Hospitality Groups’ Like-For-Like Sales Flat Again In July But New Openings Fuel Growth

Britain’s top pub, bar and restaurant groups continued a flat summer of trading with a fractional year-on-year drop of 0.1% in like-for-like sales in July, the latest CGA RSM Hospitality Business Tracker reveals.
It comes after level sales in June and a drop of 1.0% in May. The Tracker’s comparisons have now been static or negative in five of the first seven months of 2025.
Managed pubs outperformed restaurants throughout the first half of the year, and they again achieved the best growth of the Tracker’s segments in July, at 0.6%. They were boosted by periods of warm weather in many parts of Britain, but comparisons were held down by the Euro 2024 football tournament, which brought millions of people out to watch games in pubs last July.

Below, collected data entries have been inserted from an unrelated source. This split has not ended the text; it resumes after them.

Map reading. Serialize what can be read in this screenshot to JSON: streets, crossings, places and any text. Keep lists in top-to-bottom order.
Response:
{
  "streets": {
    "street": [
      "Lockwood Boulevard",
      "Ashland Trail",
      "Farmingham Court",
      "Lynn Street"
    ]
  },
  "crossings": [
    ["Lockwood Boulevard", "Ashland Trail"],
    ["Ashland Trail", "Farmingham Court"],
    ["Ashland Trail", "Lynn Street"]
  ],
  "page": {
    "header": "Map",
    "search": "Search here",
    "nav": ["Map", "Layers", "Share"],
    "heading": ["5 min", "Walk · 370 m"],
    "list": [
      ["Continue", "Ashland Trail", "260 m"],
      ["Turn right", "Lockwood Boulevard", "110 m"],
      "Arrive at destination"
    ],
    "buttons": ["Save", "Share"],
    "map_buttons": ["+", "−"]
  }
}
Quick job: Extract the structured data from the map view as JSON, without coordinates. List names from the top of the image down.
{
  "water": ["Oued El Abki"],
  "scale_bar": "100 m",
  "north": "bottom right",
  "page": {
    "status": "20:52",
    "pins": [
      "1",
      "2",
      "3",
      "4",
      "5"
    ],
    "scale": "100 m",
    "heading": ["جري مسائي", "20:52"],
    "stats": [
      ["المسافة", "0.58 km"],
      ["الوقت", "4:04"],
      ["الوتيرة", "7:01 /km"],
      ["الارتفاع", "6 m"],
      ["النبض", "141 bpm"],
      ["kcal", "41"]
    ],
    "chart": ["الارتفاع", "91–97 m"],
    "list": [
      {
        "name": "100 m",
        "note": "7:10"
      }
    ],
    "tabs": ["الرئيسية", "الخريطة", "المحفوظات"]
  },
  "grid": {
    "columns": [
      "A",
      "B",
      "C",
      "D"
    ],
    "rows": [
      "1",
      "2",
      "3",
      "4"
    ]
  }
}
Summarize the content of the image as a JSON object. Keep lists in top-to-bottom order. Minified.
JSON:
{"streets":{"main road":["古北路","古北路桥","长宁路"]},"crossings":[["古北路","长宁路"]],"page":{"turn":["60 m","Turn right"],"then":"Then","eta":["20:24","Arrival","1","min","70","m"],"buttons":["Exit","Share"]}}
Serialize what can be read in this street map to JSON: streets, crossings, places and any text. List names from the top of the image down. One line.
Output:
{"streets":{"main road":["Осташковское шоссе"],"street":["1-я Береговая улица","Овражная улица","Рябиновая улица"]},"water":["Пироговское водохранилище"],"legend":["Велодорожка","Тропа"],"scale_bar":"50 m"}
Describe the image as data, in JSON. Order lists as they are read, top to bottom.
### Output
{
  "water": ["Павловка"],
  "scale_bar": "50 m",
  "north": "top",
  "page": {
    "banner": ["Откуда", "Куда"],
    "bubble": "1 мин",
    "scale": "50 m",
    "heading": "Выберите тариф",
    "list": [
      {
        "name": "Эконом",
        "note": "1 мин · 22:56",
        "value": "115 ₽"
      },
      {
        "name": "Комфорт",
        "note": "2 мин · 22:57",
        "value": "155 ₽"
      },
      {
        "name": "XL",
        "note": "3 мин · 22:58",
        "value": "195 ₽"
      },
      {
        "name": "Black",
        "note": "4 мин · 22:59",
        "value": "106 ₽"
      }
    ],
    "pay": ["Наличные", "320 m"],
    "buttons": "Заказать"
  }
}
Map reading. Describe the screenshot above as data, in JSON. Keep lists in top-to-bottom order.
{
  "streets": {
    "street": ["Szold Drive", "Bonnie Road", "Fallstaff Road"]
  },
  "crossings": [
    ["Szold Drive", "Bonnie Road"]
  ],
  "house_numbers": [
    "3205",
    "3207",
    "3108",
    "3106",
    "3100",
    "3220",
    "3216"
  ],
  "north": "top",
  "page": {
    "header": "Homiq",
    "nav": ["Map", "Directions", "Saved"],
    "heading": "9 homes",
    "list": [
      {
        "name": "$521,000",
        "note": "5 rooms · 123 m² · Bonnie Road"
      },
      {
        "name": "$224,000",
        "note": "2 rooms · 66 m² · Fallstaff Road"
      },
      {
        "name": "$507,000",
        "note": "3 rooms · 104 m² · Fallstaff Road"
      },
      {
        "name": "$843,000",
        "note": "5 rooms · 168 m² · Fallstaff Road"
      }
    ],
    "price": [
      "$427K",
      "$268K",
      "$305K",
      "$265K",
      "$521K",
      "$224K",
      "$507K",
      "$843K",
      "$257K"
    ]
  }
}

Managed restaurant groups lagged pubs with 0.2% growth, but this was the first year-on-year increase since December 2024, and a very tentative sign that consumer confidence is moving in the right direction. Bars’ sales were down by 4.3% from July 2024, and the on-the-go segment slipped by 4.5%. Growth inside and outside the M25 stood at +0.7% and -0.3% respectively—the first time since March that London has outperformed the rest of the country.
The Tracker—produced by CGA by NIQ in partnership with RSM UK—provides more positive indicators of total sales in hospitality, including at venues opened by groups in the last 12 months. These were 3.2% ahead of the same month in 2024—broadly in line with the UK’s rate of inflation in 2025, as measured by the Consumer Prices Index.
Karl Chessell, director – hospitality operators and food, EMEA at CGA by NIQ, said:
“The summer has brought little respite from the intense trading challenges facing hospitality, and real-terms growth is elusive. Pubs can be more satisfied than restaurant groups, which have had to work very hard to sustain footfall and cope with more sharp rises in the costs of labour and food. Solid growth in total sales shows operators and investors remain confident enough to open new sites, though if trading patterns continue, they will be forced to make some difficult decisions on spending. The sector remains resilient and can turn round recent trends but needs an upturn in consumers’ spending confidence.”
Saxon Moseley, head of leisure and hospitality at RSM UK, said:
“July’s results underscore the sector’s ongoing struggles, with performance largely flat or in decline. It’s not all bad news though – while pubs saw a small uptick in growth, this was set against a UEFA Euro finals fuelled boost last year, so the underlying growth is stronger than it appears. In addition, restaurants may take solace with a return to modest growth following June’s disappointing contraction. However, with significant cost pressures and dwindling cash reserves, these are not the results the industry needed, and with both business and consumer uncertainty mounting ahead of the budget there is a real concern that things will get worse before they get better”.